Malgré la tension ambiante, on serait presque tentés de dire que nous nous quittons bons amis, au terme d’un match ma foi de haute intensité et d’une qualité franchement pas dégueu. Si une égalisation à la 88e est forcément propice au mâchage gonadique, surtout assortie d’occasions manquées de 2-0 et d’un pénalty oublié, reste que le bilan de cette première partie de saison est tout à fait honorable. Entre Lille et Monaco, nous avons joué deux de ces « matchs-qui-se-jouent-sur-des-détails » contre des prétendants au podium, pour en sortir avec quatre points. Quand on sait que par le passé ce genre d’affrontement se serait invariablement soldé par deux défaites plus ou moins anales, on serait sacrément hypocrites de dire que nous ne sommes pas sur la bonne voie.

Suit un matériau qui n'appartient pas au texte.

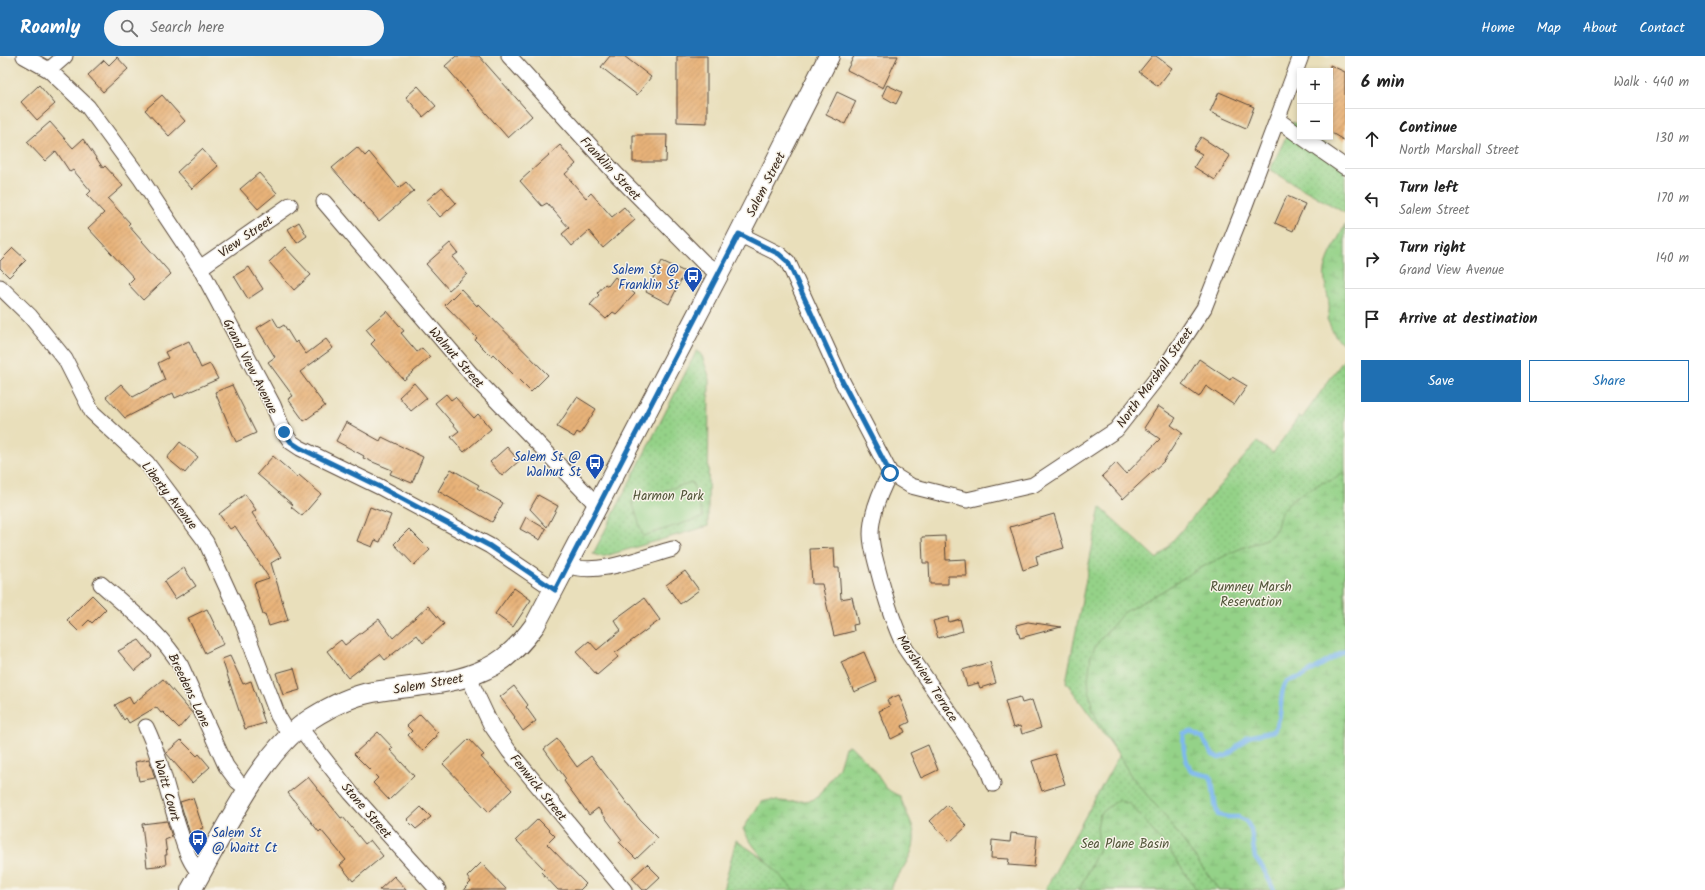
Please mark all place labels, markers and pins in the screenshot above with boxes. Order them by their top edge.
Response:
place label: Salem St @ Franklin St [612,260,680,296]
bus stop icon: Salem St @ Franklin St [682,265,704,293]
place label: Salem St @ Walnut St [514,447,582,483]
bus stop icon: Salem St @ Walnut St [584,452,606,480]
place label: Salem St @ Waitt Ct [212,823,278,859]
bus stop icon: Salem St @ Waitt Ct [187,828,209,856]

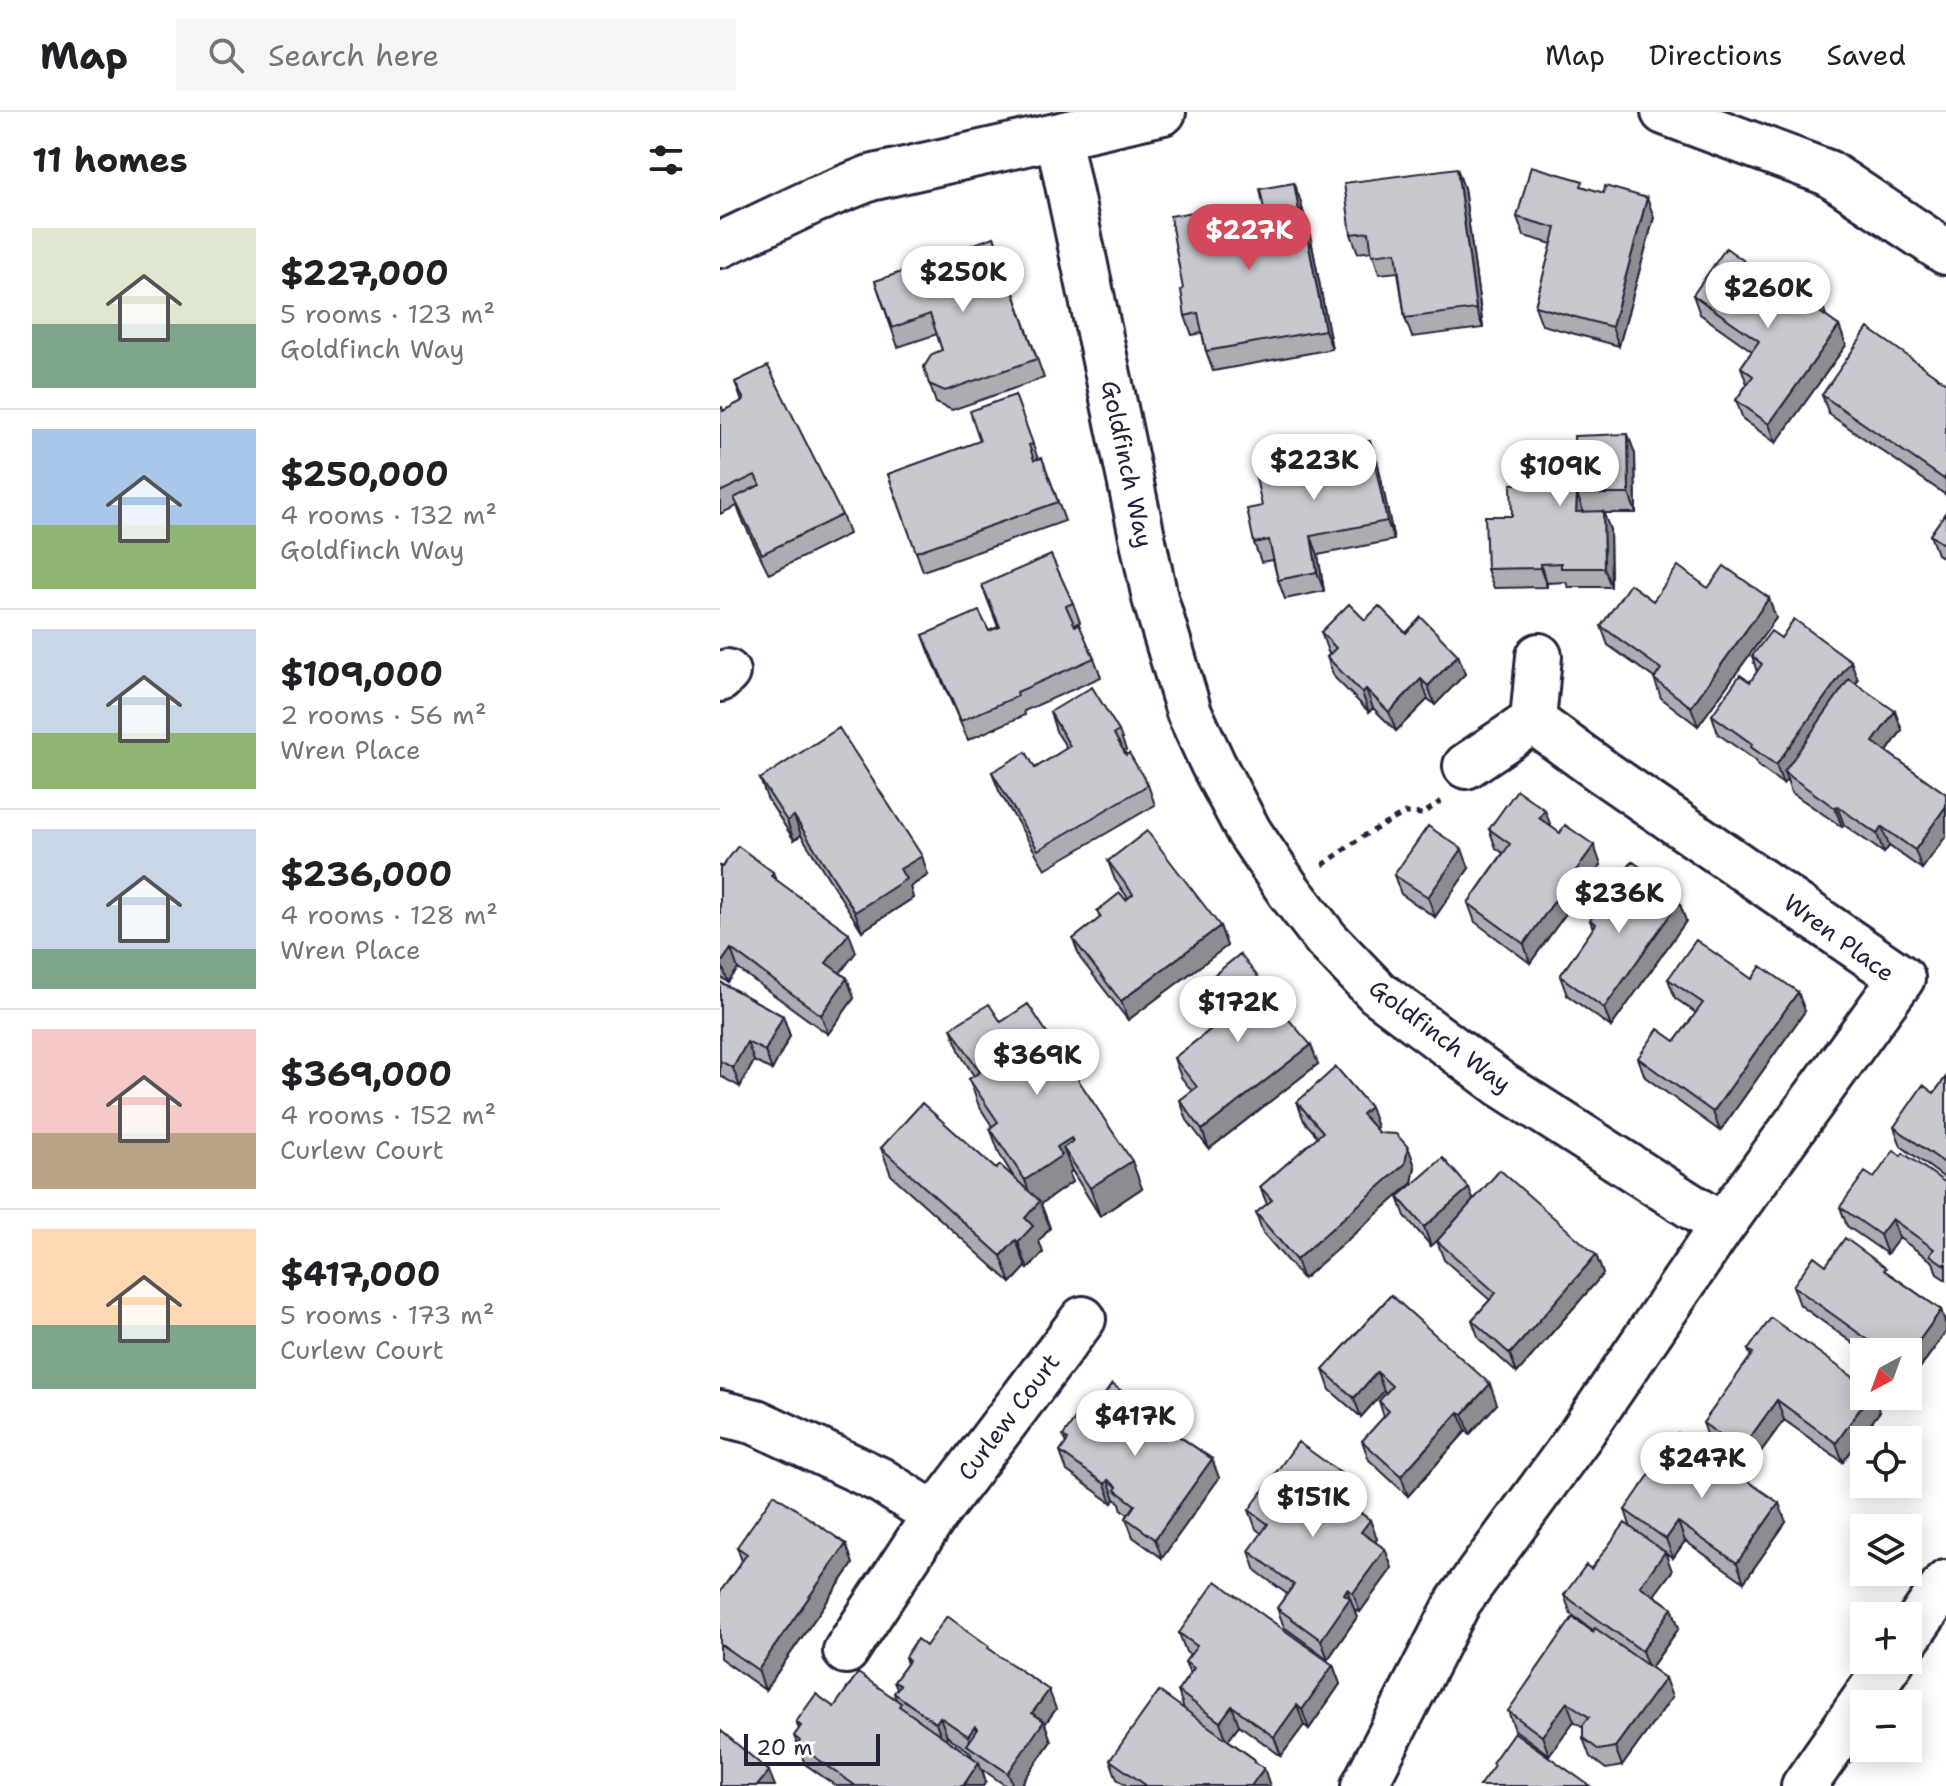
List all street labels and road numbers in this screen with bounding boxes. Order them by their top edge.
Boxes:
street label: Goldfinch Way [1094,377,1160,551]
street label: Wren Place [1777,887,1901,989]
street label: Goldfinch Way [1362,972,1518,1100]
street label: Curlew Court [951,1347,1067,1487]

Bref, le contexte est totalement approprié pour saloper ces promesses comme des vieilles merdes en 1/32e de finale de Coupe de France, pour le dernier match de 2024 contre l’Association sportive forézienne je sais plus quoi.


Les joueurs

Rulli (4+/5) : Je ne voudrais pas paraître blessant pour Pau Lopez en comparant avec les années précédentes mais… non, en fait laisse tomber, c’est impossible de pas être blessant.

Murillo (3-/5) : Offre une énorme occasion aux Lillois avec sa glissade façon « Route Arc-en-ciel dans Mario Kart » (avec Rulli dans le rôle de Lakitu qui vient le repêcher par le slip pour lui permettre de finir honorablement la course).

Balerdi (3/5) : A mis un peu de temps à voir que les Lillois se jetaient systématiquement sur ses passes verticales comme des muges sur une esque. Sorti de ça, et du fait que lui aussi ait dû se faire sauver le slip par Lakitu/Rulli, un bon match avec des duels et des pressing hauts tout pleins de bons frissons.

Kondogbia (4-/5) : Lui aussi y est allé de sa glissade slipocide, seule frayeur d’un match où il a enfermé Zhegrova dans son sac, sa kondogbiasse en quelque sorte.

Luis Henrique (3/5) : Le moteur qui ronronne convenablement, le bon régime, lancé à son petit 110 sur l’autoroute de la Ligue 1, le bon rythme qui émet pas trop de CO2, ça conduit une main sur le volant en faisant des doigts aux caravanes néerlandaises qui squattent la voie du milieu. Ca se daronnise, quoi.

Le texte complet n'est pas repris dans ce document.